PTAC, which represents all 17 school PTA units in Alexandria, posted a call to action on social media Thursday alongside Patrick Henry K-8 PTA and 14 other school units — a show of cross-division coordination that arrived less than 48 hours after Parajon unveiled his $977.3 million proposed FY 2027 budget.

The group's central argument is one of equity: non-collectively bargained city employees are receiving a step increase plus a 1.5% cost-of-living adjustment under the proposed budget, while ACPS's total operating increase is 1.5%. PTAC argues that figure cannot cover a comparable raise for school staff, let alone fund the division's first collectively bargained agreement with teachers, which is currently being negotiated.

"1.5% DOES NOT cover a step increase and 1.5% increase — which is what city employees are getting," PTAC wrote. "It WILL NOT cover the collective bargaining agreement being negotiated."

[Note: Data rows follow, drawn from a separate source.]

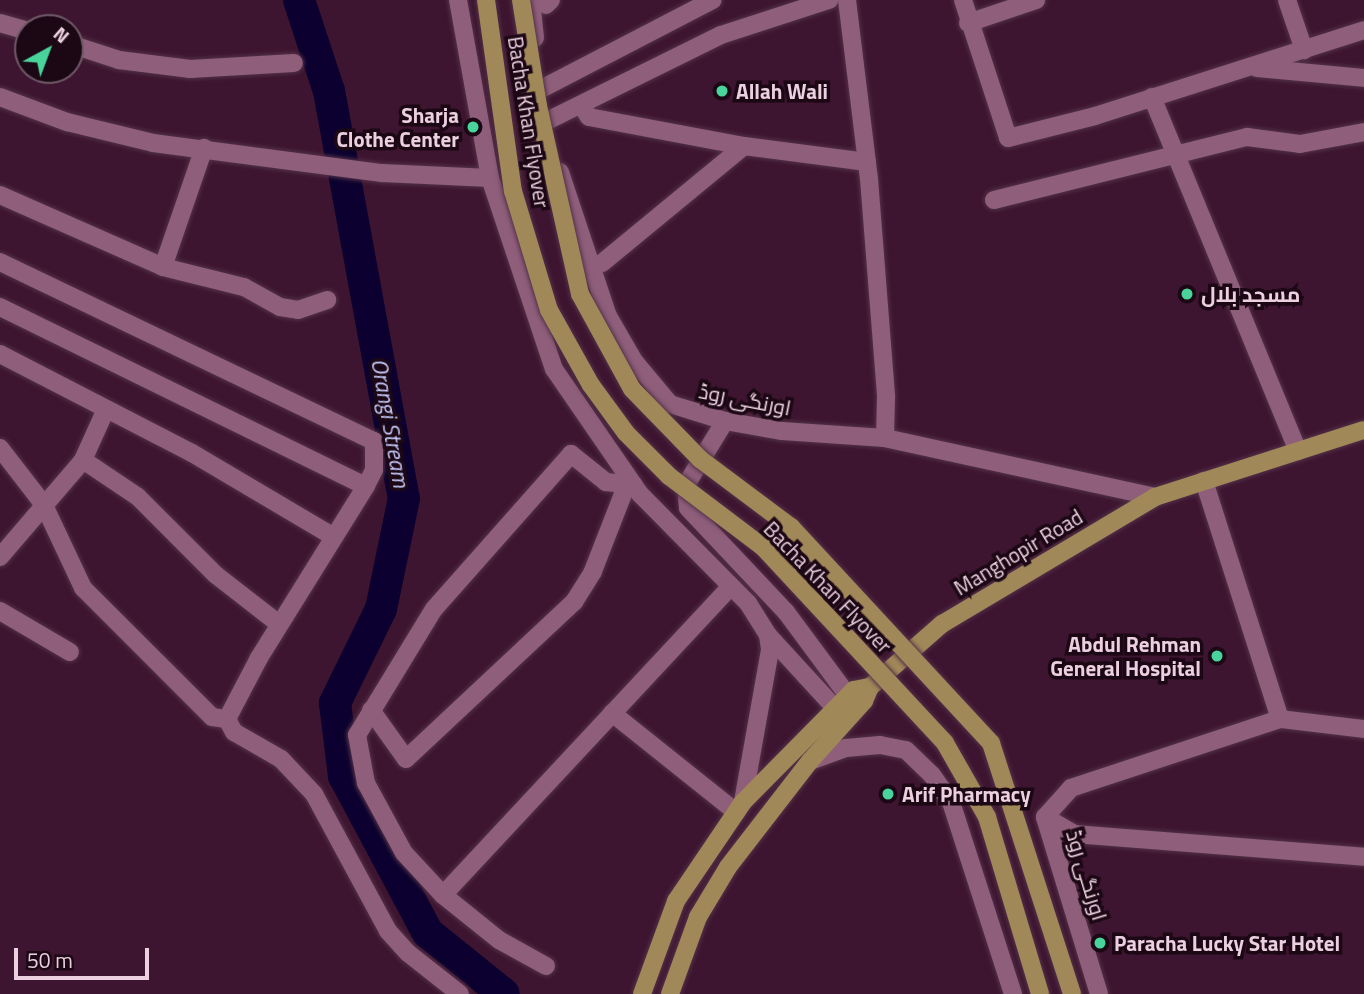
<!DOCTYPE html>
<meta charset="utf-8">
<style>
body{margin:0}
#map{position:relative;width:1364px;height:994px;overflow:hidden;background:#3e1530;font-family:"Titillium Web",Cairo,sans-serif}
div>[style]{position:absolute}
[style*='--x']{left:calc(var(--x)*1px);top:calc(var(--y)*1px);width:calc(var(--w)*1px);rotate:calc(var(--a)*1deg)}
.river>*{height:32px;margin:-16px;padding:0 16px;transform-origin:16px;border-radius:16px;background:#0b002f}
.roads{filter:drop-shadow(0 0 2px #533248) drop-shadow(0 0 2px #533248)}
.street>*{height:18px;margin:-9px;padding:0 9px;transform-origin:9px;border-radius:9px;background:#8e5e7b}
.secondary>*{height:18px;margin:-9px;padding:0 9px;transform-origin:9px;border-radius:9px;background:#8e5e7b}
.primary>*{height:18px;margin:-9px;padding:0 9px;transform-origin:9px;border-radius:9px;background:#a18859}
.bridges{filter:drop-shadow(0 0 2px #533248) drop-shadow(0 0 2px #533248)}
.primary-bridge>*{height:18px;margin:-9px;padding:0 9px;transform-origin:9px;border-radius:9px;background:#a18859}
.dots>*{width:19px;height:19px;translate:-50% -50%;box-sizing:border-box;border:4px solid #1b0814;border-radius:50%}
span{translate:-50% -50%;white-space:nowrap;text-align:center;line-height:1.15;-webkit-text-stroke:7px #1b0814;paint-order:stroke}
.poi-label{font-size:21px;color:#ecd0e0;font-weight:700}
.left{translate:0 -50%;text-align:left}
.right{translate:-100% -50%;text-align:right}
.street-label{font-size:21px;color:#ecd0e0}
.water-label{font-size:23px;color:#c4c7fa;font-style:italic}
.north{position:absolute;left:14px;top:14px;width:70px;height:70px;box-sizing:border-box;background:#1b0814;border:2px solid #6f5866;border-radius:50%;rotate:41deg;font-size:19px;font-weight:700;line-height:28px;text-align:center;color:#ecd0e0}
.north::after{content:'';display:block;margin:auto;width:24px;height:32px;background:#49d49c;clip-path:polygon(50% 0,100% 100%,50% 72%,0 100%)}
.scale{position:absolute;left:14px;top:948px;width:135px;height:32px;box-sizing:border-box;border:4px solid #ecd0e0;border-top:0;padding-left:9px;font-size:21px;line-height:24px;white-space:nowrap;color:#ecd0e0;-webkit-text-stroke:5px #1b0814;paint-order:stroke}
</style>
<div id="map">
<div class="river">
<div style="--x:299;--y:0;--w:96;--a:71.8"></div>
<div style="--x:329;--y:91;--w:414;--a:79.6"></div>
<div style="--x:404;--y:498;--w:113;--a:101.7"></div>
<div style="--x:381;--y:609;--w:105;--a:116.1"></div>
<div style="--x:335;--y:703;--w:74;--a:83"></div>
<div style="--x:344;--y:776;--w:178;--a:61.9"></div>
<div style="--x:428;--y:933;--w:97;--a:38.8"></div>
</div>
<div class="roads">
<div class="street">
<div style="--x:847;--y:0;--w:180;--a:83"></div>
<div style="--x:869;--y:179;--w:219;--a:85.5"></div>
<div style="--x:886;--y:397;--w:41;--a:91.4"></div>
<div style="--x:963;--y:0;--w:145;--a:71.9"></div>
<div style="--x:1008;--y:138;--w:90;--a:-14.2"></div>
<div style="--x:1095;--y:116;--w:282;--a:-17.7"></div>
<div style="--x:1287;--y:0;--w:53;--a:71.2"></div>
<div style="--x:546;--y:5;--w:7;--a:-45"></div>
<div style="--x:0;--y:23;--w:29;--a:16"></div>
<div style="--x:968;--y:23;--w:72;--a:-18.7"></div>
<div style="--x:70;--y:44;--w:52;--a:18.1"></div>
<div style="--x:119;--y:60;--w:72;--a:7.2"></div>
<div style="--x:190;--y:69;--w:104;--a:-3.3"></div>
<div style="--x:1257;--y:68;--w:107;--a:5.3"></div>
<div style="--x:0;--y:97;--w:72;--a:20.5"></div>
<div style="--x:67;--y:122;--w:89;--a:13.7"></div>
<div style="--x:153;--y:143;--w:231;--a:7.5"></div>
<div style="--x:382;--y:173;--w:108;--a:2.7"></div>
<div style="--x:1152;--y:97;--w:383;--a:67.6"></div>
<div style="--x:582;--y:106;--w:13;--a:58"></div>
<div style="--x:589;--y:117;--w:158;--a:10.6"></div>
<div style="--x:744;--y:146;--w:124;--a:7.4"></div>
<div style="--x:0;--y:195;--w:178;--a:23.8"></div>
<div style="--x:163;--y:267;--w:83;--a:13.9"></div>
<div style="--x:244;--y:287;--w:41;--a:29.1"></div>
<div style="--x:280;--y:307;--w:18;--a:9"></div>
<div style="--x:298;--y:310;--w:31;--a:-19"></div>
<div style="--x:994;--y:200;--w:261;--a:-14"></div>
<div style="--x:1247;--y:137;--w:53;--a:7.5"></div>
<div style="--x:1300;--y:144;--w:65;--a:-10.6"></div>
<div style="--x:0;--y:262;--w:415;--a:25.6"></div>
<div style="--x:374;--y:441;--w:29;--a:90"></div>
<div style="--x:374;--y:470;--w:18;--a:117"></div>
<div style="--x:366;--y:486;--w:203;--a:121.9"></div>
<div style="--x:259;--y:658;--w:69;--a:117.7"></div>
<div style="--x:227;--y:719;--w:15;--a:62"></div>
<div style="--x:234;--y:732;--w:54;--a:29.9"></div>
<div style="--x:281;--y:759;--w:48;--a:46.7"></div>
<div style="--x:314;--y:794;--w:156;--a:61.6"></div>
<div style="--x:388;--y:931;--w:30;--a:48"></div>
<div style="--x:408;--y:953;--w:66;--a:38.3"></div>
<div style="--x:602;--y:263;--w:184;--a:-39.5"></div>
<div style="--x:163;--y:267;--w:126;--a:-71"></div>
<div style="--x:0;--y:307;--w:407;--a:26.1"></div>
<div style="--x:0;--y:354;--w:216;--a:27.3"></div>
<div style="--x:192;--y:453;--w:165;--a:30.6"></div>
<div style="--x:0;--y:448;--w:72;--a:52.3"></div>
<div style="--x:44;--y:505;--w:92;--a:64.8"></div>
<div style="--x:83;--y:588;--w:182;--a:45"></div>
<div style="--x:212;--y:717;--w:15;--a:8"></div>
<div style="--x:83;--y:460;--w:66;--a:33.9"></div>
<div style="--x:138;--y:497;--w:110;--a:45"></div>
<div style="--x:216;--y:575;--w:80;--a:37.9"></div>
<div style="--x:0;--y:557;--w:128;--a:-49.4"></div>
<div style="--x:83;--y:460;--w:56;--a:-65.7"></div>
<div style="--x:0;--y:611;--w:81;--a:30.4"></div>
<div style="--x:371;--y:710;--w:60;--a:54.5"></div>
<div style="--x:406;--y:759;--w:230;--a:-43.1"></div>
<div style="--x:574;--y:602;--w:36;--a:-58"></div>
<div style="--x:593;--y:571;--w:93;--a:-68.7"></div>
<div style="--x:612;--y:713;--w:159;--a:38.6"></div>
<div style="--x:1280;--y:719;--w:85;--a:6.8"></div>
<div style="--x:1045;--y:817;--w:34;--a:30"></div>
<div style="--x:1074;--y:834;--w:291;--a:4.5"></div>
<div style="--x:443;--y:895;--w:422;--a:-47"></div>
<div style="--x:546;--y:966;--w:54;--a:-151"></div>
<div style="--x:499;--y:940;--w:72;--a:-141.2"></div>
<div style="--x:443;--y:895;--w:57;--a:-132.9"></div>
<div style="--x:404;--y:853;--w:80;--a:-118.5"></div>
<div style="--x:366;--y:783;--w:49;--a:-100.6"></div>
<div style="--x:357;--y:735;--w:148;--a:-58.6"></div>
<div style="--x:434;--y:609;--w:207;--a:-48.5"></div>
<div style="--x:571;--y:454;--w:45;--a:38.7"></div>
<div style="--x:606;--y:482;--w:28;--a:6"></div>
</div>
<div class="secondary">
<div style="--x:458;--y:0;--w:181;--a:79.8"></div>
<div style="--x:490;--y:178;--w:201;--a:71.5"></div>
<div style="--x:554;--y:369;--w:152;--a:55.5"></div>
<div style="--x:640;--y:494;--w:153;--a:45.3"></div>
<div style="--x:748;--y:603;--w:38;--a:58"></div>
<div style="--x:768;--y:635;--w:15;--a:82"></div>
<div style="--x:770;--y:650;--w:154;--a:100.1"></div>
<div style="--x:531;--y:0;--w:38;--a:84"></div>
<div style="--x:543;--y:88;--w:191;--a:-27.4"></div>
<div style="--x:549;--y:120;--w:192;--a:-26.3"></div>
<div style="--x:721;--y:35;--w:114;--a:-18"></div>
<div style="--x:560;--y:172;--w:152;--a:71.6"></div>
<div style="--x:608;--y:316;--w:52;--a:60"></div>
<div style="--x:634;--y:361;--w:56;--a:50.1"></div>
<div style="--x:670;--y:404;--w:58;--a:17.2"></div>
<div style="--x:725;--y:421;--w:58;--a:10"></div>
<div style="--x:782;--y:431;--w:103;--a:3.9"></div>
<div style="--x:885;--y:438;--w:276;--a:12.3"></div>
<div style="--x:725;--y:421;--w:75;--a:121.4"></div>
<div style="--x:686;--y:485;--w:23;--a:85"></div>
<div style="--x:688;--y:508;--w:143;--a:46.7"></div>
<div style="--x:786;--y:612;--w:119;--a:53.5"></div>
<div style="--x:768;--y:635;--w:115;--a:47.5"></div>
<div style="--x:810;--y:761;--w:38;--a:-20"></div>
<div style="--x:846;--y:748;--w:34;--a:-5"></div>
<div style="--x:880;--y:745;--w:26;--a:11"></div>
<div style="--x:906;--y:750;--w:36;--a:44"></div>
<div style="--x:932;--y:775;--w:33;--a:55"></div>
<div style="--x:951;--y:802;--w:202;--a:72.1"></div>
<div style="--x:1099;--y:994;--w:185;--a:-107"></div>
<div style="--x:1045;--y:817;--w:39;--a:-48"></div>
<div style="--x:1071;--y:788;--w:220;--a:-18.3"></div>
<div style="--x:1280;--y:719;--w:250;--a:-107.7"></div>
</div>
<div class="primary">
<div style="--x:642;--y:994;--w:99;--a:-69.9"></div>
<div style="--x:676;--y:901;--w:120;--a:-55.9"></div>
<div style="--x:743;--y:802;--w:158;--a:-45.3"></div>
<div style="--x:854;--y:690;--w:16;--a:-11"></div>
<div style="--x:670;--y:994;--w:82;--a:-70"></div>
<div style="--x:698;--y:917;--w:58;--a:-59"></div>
<div style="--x:728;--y:867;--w:134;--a:-52.3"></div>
<div style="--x:810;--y:761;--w:81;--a:-48"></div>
<div style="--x:864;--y:701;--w:15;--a:-67"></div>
<div style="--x:870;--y:687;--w:96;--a:-41.2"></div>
<div style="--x:942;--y:624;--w:248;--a:-30.8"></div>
<div style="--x:1155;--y:497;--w:219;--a:-17.8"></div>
</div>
</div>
<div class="bridges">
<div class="primary-bridge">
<div style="--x:486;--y:0;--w:193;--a:82"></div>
<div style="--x:513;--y:191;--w:124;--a:73.2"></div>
<div style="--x:549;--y:310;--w:86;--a:60.8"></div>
<div style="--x:591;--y:385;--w:59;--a:53.9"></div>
<div style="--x:626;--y:433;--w:61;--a:45"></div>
<div style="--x:669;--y:476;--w:118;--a:37.1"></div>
<div style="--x:763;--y:547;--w:267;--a:47.1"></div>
<div style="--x:945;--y:743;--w:85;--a:60.4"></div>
<div style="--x:987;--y:817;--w:185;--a:73.3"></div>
<div style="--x:521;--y:0;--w:107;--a:80.9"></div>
<div style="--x:538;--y:106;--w:193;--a:77.4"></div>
<div style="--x:580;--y:294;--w:108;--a:61.3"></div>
<div style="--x:632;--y:389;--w:98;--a:45.8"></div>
<div style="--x:700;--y:459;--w:114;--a:36.8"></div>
<div style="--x:791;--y:527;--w:294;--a:47.2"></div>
<div style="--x:991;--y:743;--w:264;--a:72.1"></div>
</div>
</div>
<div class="dots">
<div style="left:722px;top:91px;background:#49d49c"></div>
<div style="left:473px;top:127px;background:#49d49c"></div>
<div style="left:1187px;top:294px;background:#49d49c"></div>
<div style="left:1217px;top:656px;background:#49d49c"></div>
<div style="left:888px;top:794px;background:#49d49c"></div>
<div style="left:1100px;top:943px;background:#49d49c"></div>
</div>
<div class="poi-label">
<span class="left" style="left:736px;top:91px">Allah Wali</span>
<span class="right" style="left:459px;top:127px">Sharja<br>Clothe Center</span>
<span class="left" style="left:1201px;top:294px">مسجد بلال</span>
<span class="right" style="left:1201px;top:656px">Abdul Rehman<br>General Hospital</span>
<span class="left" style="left:902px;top:794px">Arif Pharmacy</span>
<span class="left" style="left:1114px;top:943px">Paracha Lucky Star Hotel</span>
</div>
<div class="street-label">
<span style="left:529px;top:122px;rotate:81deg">Bacha Khan Flyover</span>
<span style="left:745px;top:399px;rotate:11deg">اورنگی روڈ</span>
<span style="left:1018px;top:552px;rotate:-31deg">Manghopir Road</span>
<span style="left:828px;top:587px;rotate:46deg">Bacha Khan Flyover</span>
<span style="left:1087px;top:875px;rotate:73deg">اورنگی روڈ</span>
</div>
<div class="water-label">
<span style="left:390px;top:423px;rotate:80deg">Orangi Stream</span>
</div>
<div class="north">N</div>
<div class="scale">50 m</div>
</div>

The school board unanimously adopted a $408.2 million budget request last week, calling for a 3.5% city appropriation increase — $9.8 million and $5.6 million more than Parajon proposed. Chair Michelle Rief warned the gap would force position cuts, larger class sizes, and difficulty retaining teachers in neighboring jurisdictions. The board may revisit its appropriation request in May once the city finalizes its budget.

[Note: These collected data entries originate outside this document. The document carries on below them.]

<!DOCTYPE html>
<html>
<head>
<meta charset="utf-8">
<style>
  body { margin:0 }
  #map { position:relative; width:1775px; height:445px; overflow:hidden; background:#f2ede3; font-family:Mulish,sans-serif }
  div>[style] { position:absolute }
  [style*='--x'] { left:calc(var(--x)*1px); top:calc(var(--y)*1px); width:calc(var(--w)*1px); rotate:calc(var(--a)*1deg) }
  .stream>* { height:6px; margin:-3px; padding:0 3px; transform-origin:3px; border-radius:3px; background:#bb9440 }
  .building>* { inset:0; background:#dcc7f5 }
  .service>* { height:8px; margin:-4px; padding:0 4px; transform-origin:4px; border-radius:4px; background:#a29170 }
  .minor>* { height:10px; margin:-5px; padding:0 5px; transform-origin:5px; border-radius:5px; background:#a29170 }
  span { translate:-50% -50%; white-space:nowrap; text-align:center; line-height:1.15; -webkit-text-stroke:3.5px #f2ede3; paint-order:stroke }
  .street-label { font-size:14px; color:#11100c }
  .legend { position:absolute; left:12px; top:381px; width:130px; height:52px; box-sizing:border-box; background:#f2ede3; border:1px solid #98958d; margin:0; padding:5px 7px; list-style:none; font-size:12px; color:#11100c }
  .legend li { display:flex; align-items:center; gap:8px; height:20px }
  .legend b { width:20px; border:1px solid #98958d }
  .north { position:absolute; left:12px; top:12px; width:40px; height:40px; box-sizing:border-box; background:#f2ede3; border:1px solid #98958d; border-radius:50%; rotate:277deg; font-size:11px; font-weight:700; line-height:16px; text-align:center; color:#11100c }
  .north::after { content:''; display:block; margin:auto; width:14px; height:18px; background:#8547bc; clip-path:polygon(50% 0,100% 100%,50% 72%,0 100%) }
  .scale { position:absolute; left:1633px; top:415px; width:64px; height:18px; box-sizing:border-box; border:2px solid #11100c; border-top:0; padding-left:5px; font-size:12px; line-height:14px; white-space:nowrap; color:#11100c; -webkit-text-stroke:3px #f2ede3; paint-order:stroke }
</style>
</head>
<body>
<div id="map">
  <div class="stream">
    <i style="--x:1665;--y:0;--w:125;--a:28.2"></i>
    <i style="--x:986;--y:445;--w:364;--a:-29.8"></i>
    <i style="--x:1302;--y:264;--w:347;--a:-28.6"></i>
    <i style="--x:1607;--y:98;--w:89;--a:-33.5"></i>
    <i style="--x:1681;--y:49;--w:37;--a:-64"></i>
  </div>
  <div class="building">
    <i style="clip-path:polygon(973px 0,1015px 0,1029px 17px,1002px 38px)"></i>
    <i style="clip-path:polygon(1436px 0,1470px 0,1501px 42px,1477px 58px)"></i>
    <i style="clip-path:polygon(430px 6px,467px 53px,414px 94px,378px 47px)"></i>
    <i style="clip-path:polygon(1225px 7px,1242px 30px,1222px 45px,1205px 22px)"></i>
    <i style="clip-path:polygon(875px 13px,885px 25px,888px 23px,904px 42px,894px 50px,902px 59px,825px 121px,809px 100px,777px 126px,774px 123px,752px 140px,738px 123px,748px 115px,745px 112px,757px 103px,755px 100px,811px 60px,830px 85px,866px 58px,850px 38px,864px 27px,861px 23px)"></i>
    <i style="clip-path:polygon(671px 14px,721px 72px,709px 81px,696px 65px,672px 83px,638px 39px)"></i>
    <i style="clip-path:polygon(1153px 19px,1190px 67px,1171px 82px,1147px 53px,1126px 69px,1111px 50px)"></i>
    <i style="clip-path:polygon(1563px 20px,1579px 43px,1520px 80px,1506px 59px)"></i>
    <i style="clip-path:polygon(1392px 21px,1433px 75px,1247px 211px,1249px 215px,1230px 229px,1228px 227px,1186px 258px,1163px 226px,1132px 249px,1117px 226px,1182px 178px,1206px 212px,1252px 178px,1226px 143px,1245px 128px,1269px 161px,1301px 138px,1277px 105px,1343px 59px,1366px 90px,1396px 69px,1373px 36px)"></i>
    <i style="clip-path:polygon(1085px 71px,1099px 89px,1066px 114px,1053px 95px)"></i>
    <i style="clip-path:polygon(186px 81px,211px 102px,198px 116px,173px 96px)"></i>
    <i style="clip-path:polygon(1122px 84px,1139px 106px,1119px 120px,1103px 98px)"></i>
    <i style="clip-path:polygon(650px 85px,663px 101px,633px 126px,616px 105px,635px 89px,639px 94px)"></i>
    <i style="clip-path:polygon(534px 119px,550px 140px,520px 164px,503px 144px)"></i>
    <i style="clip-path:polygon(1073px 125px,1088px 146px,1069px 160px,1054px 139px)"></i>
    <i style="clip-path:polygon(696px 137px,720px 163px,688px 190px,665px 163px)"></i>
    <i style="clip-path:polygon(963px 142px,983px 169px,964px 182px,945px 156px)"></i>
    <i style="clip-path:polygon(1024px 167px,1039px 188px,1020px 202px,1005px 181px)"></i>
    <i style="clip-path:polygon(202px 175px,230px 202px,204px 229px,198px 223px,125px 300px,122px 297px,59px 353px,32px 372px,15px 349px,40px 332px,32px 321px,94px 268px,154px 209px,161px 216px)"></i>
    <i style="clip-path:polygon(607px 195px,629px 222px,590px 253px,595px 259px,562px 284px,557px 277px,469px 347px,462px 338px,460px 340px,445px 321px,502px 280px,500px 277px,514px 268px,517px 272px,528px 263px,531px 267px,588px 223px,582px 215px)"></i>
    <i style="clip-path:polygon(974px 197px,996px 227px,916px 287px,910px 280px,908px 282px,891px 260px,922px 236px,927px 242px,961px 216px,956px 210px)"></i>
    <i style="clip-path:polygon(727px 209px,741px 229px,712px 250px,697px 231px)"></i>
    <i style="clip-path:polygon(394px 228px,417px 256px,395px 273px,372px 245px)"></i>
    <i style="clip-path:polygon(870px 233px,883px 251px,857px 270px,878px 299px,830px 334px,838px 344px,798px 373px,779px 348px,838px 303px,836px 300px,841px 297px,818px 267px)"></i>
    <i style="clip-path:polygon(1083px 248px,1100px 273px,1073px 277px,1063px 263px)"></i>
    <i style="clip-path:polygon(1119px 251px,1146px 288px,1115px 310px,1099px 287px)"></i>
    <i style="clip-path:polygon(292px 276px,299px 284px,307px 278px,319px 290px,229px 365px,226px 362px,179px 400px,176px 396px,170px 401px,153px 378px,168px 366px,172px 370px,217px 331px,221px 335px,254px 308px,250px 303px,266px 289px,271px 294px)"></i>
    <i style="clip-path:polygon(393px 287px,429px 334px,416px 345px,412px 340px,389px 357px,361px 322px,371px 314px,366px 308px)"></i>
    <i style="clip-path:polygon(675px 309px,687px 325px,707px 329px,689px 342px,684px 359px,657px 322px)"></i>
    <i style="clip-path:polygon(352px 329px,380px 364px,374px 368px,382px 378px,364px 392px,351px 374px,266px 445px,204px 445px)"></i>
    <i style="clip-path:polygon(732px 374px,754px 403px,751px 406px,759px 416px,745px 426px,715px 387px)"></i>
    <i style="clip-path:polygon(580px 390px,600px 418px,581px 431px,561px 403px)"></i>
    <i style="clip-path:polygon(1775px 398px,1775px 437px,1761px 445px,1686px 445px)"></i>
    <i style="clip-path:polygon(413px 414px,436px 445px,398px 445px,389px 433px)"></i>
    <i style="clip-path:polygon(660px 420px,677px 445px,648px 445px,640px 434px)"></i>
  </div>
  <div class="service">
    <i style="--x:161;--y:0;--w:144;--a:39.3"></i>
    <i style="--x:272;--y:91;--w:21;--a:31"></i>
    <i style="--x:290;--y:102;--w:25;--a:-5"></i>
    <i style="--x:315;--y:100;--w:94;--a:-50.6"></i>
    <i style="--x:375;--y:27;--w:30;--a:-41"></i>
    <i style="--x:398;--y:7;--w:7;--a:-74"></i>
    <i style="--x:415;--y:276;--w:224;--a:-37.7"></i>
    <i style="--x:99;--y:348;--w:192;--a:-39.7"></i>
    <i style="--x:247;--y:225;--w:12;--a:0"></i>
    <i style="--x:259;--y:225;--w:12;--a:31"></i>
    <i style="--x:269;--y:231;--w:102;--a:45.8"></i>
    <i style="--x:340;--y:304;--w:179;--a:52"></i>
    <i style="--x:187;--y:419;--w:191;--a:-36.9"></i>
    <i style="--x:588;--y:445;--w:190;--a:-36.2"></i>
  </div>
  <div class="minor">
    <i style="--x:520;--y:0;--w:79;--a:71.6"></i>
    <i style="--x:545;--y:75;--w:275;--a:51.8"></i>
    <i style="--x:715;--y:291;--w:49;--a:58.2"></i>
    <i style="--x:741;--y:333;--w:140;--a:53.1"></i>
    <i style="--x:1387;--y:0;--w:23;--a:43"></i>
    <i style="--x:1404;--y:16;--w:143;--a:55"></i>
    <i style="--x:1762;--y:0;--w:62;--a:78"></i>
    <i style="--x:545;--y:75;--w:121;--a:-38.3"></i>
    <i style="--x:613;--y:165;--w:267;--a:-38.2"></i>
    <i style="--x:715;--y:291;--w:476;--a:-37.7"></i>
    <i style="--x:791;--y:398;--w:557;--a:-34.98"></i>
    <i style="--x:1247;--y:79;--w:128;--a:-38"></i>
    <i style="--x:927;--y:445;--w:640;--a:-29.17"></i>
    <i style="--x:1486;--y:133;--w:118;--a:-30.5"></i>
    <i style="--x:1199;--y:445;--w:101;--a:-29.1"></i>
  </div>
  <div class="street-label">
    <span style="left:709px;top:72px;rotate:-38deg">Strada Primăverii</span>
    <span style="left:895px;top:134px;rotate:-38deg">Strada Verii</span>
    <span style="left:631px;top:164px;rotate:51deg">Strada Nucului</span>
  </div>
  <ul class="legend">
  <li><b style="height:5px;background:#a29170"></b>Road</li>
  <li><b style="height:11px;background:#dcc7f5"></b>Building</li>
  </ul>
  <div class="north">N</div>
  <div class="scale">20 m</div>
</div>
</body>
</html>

Not everyone agrees more funding is warranted. ACPS enrollment fell 407 students last fall — a 2.5% decline and the largest single-year drop since the COVID-19 pandemic in 2020, according to data presented to the school board in December. Critics argue that with enrollment falling and the budget rising, the division is effectively receiving more per student than before. Defenders of the request note that a significant share of ACPS costs are fixed regardless of enrollment, and that the district serves a high-need population — 37.6% English Learners, 12.4% students with disabilities — whose costs don't diminish with headcount.

Parajon acknowledged the structural tension in his budget presentation Tuesday, noting that the state reimburses only $11.3 million of the $41.4 million cost of state-mandated positions — leaving a $30 million net subsidy from the city. More state support, he said, "will relieve some of the pressure on our budgets, including perhaps additional supports for our public school system."

PTAC urged families to submit comments at alexandriava.gov/budget and to contact the City Council directly. The city's first budget public hearing is on March 9 at 5:30 p.m. The council's add/delete deadline is April 9, and budget adoption is set for April 29.